- EXERCISE
Select every line below containing the word "Tagg".

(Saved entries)
☆ ☆ ☆ ☆ ☆ ☆ ☆

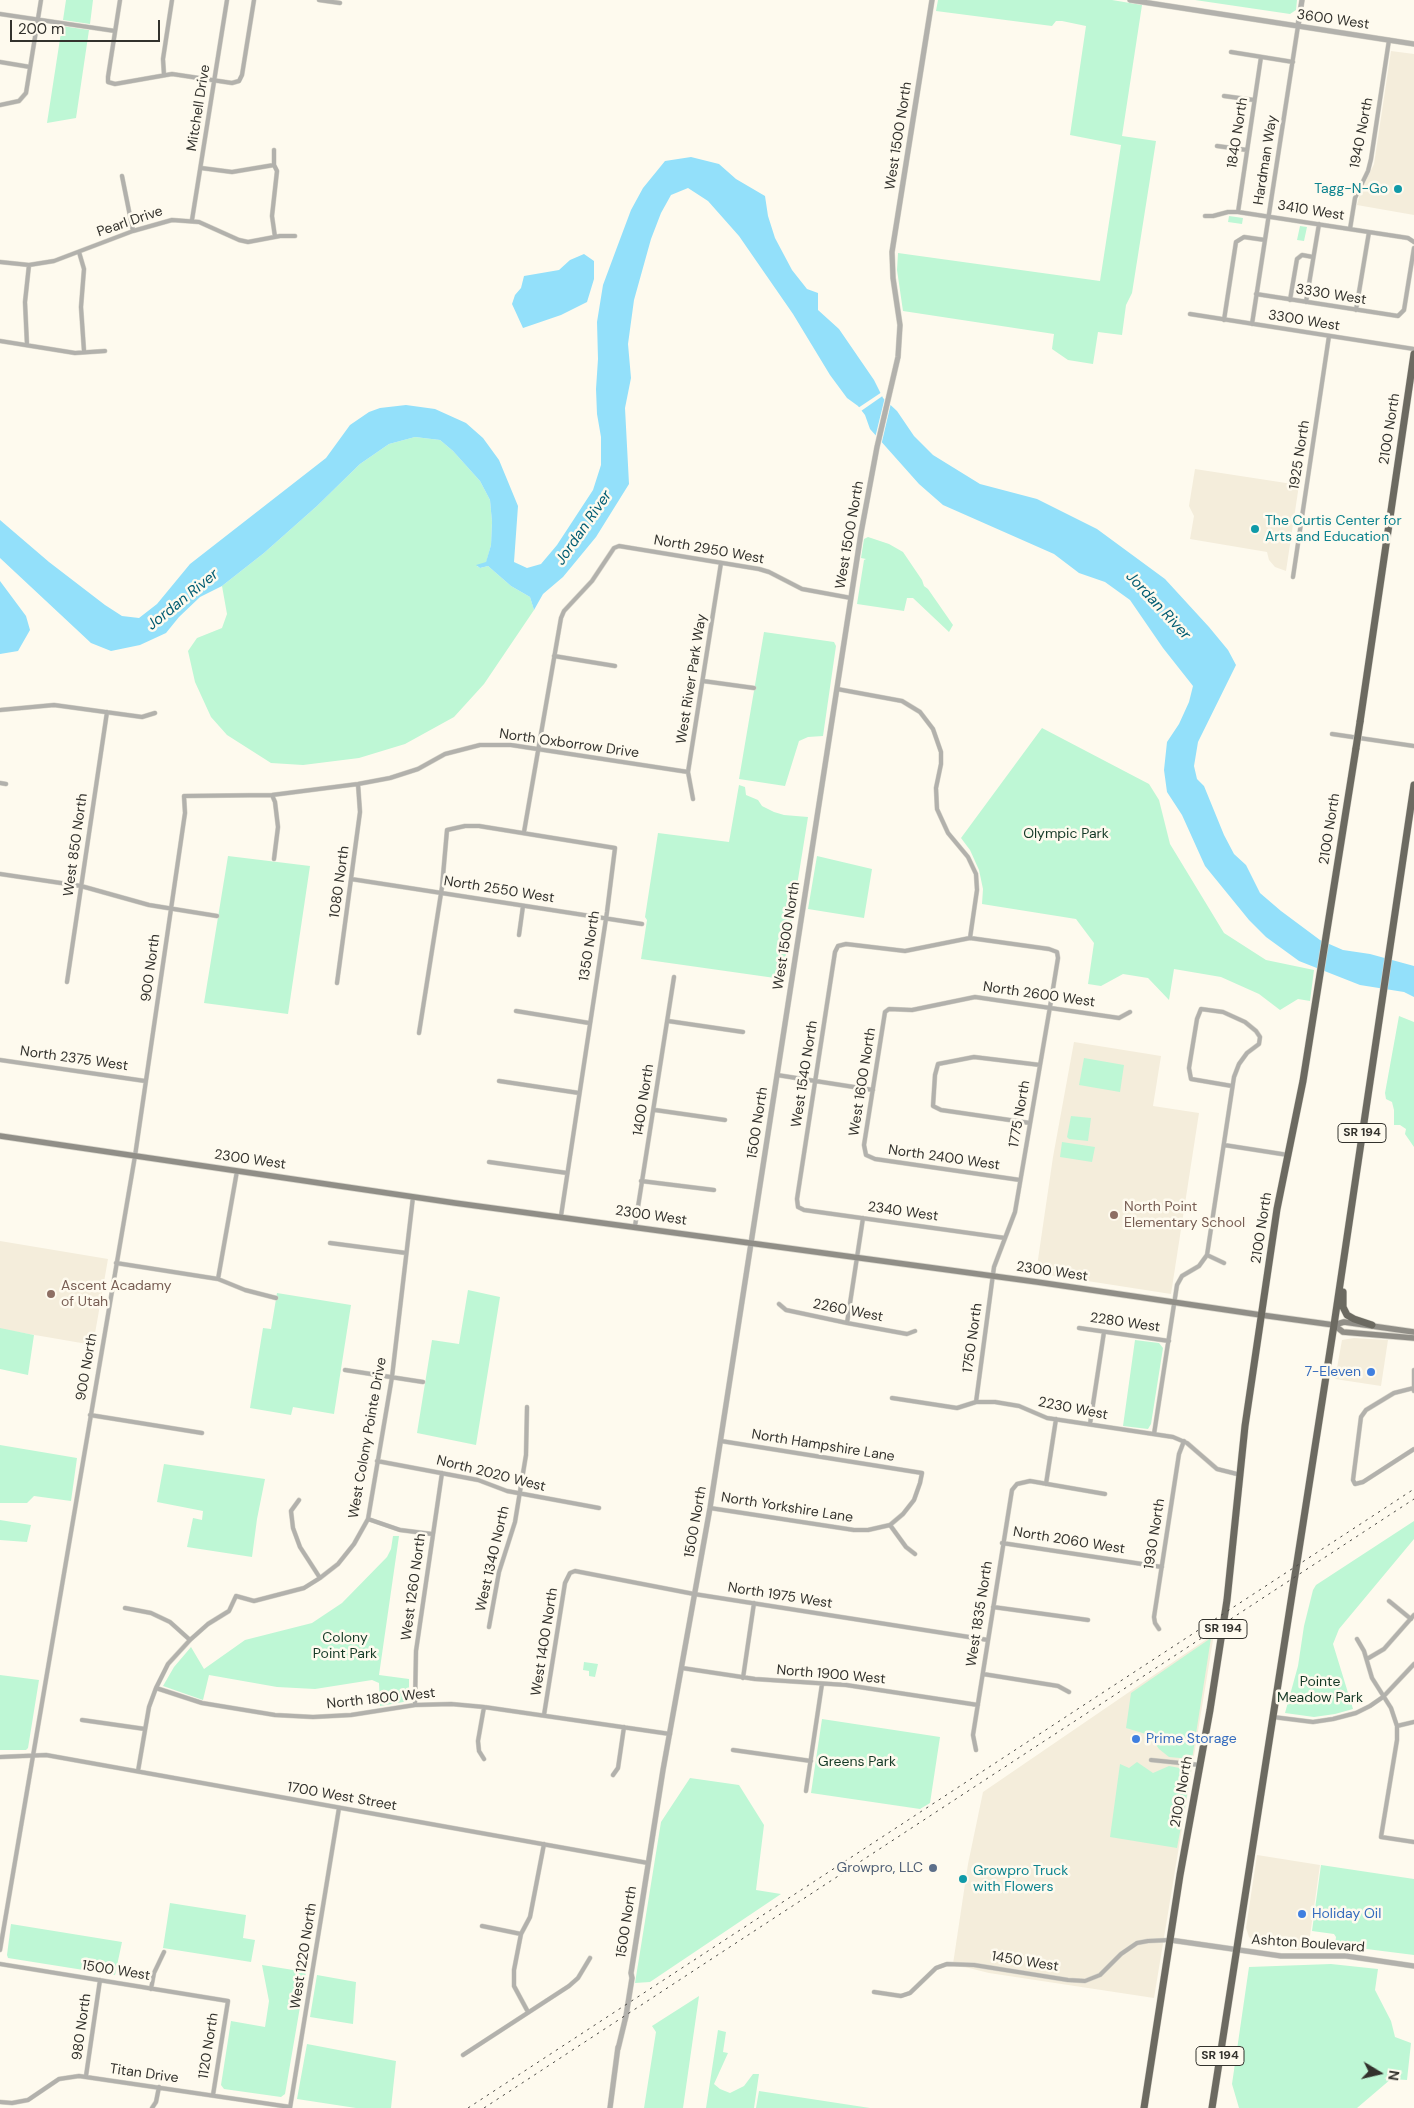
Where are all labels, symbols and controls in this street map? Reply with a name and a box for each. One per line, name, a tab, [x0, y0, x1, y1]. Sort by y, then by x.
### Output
street label: 3600 West	[1296, 7, 1370, 33]
scale bar	[12, 10, 162, 42]
text: 200 m	[18, 19, 64, 39]
street label: Mitchell Drive	[184, 63, 214, 153]
street label: West 1500 North	[882, 81, 916, 191]
street label: 1840 North	[1224, 96, 1252, 170]
street label: 1940 North	[1347, 96, 1377, 170]
street label: Hardman Way	[1251, 114, 1281, 206]
place label: Tagg-N-Go	[1314, 181, 1388, 197]
marker: Tagg-N-Go	[1392, 183, 1404, 195]
street label: 3410 West	[1276, 197, 1346, 225]
street label: Pearl Drive	[95, 203, 165, 241]
street label: 3330 West	[1295, 281, 1367, 309]
street label: 3300 West	[1267, 307, 1341, 335]
street label: 2100 North	[1376, 392, 1404, 466]
street label: 1925 North	[1286, 419, 1314, 491]
street label: West 1500 North	[832, 480, 868, 590]
water label: Jordan River	[552, 487, 616, 569]
place label: The Curtis Center for Arts and Education	[1265, 513, 1402, 546]
marker: The Curtis Center for Arts and Education	[1249, 523, 1261, 535]
street label: North 2950 West	[652, 532, 766, 568]
water label: Jordan River	[144, 566, 222, 634]
water label: Jordan River	[1122, 568, 1194, 644]
street label: West River Park Way	[673, 613, 711, 745]
street label: North Oxborrow Drive	[498, 726, 640, 762]
street label: West 850 North	[60, 792, 92, 898]
street label: 2100 North	[1316, 792, 1344, 866]
park label: Olympic Park	[1023, 826, 1109, 842]
street label: 1080 North	[327, 845, 353, 919]
street label: North 2550 West	[442, 873, 556, 907]
street label: West 1500 North	[770, 881, 804, 991]
street label: 1350 North	[576, 910, 604, 982]
street label: 900 North	[138, 933, 164, 1003]
street label: North 2600 West	[982, 979, 1096, 1011]
street label: West 1540 North	[788, 1019, 822, 1129]
street label: West 1600 North	[846, 1027, 880, 1137]
street label: North 2375 West	[19, 1043, 129, 1075]
street label: 1400 North	[630, 1063, 658, 1137]
street label: 1775 North	[1006, 1079, 1034, 1149]
street label: 1500 North	[744, 1086, 772, 1160]
road number: SR 194	[1338, 1124, 1386, 1142]
street label: North 2400 West	[887, 1142, 1001, 1174]
street label: 2300 West	[213, 1147, 287, 1173]
street label: 2100 North	[1248, 1191, 1276, 1265]
street label: 2340 West	[867, 1199, 939, 1225]
place label: North Point Elementary School	[1124, 1199, 1245, 1232]
street label: 2300 West	[614, 1203, 688, 1229]
marker: North Point Elementary School	[1108, 1209, 1120, 1221]
street label: 2300 West	[1015, 1259, 1089, 1285]
place label: Ascent Acadamy of Utah	[61, 1278, 172, 1310]
marker: Ascent Acadamy of Utah	[45, 1288, 57, 1300]
street label: 2260 West	[811, 1296, 885, 1326]
street label: 1750 North	[960, 1302, 986, 1374]
street label: 2280 West	[1089, 1310, 1161, 1336]
street label: 900 North	[73, 1332, 101, 1402]
street label: West Colony Pointe Drive	[346, 1356, 390, 1520]
place label: 7-Eleven	[1305, 1364, 1361, 1380]
marker: 7-Eleven	[1365, 1366, 1377, 1378]
street label: 2230 West	[1037, 1394, 1109, 1424]
street label: North Hampshire Lane	[750, 1426, 896, 1466]
street label: North 2020 West	[435, 1452, 547, 1496]
street label: 1500 North	[681, 1485, 711, 1559]
street label: North Yorkshire Lane	[720, 1489, 854, 1527]
street label: 1930 North	[1141, 1498, 1169, 1570]
street label: West 1340 North	[473, 1505, 513, 1613]
street label: North 2060 West	[1012, 1524, 1126, 1558]
street label: West 1260 North	[398, 1532, 430, 1642]
street label: West 1835 North	[963, 1560, 997, 1668]
street label: North 1975 West	[727, 1579, 833, 1613]
street label: West 1400 North	[528, 1587, 562, 1697]
road number: SR 194	[1199, 1620, 1247, 1638]
park label: Colony Point Park	[313, 1630, 377, 1662]
street label: North 1900 West	[776, 1662, 886, 1688]
park label: Pointe Meadow Park	[1277, 1674, 1363, 1706]
street label: North 1800 West	[326, 1685, 436, 1713]
place label: Prime Storage	[1146, 1731, 1237, 1747]
marker: Prime Storage	[1130, 1733, 1142, 1745]
park label: Greens Park	[818, 1754, 896, 1770]
street label: 2100 North	[1167, 1755, 1197, 1829]
street label: 1700 West Street	[286, 1779, 398, 1815]
place label: Growpro, LLC	[837, 1860, 923, 1876]
marker: Growpro, LLC	[927, 1862, 939, 1874]
place label: Growpro Truck with Flowers	[973, 1863, 1068, 1895]
marker: Growpro Truck with Flowers	[957, 1873, 969, 1885]
street label: 1500 North	[613, 1885, 641, 1959]
street label: West 1220 North	[287, 1902, 321, 2010]
place label: Holiday Oil	[1312, 1906, 1381, 1922]
marker: Holiday Oil	[1296, 1908, 1308, 1920]
street label: Ashton Boulevard	[1251, 1932, 1365, 1956]
street label: 1450 West	[990, 1948, 1060, 1976]
street label: 1500 West	[81, 1957, 151, 1985]
street label: 980 North	[69, 1993, 95, 2061]
street label: 1120 North	[195, 2012, 223, 2080]
road number: SR 194	[1196, 2046, 1244, 2066]
north arrow	[1354, 2048, 1404, 2098]
street label: Titan Drive	[109, 2061, 179, 2087]
text: N	[1384, 2069, 1404, 2082]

☆ ☆ ☆ ☆ ☆ ☆ ☆

- WRITTEN SOLUTION
place label: Tagg-N-Go	[1314, 181, 1388, 197]
marker: Tagg-N-Go	[1392, 183, 1404, 195]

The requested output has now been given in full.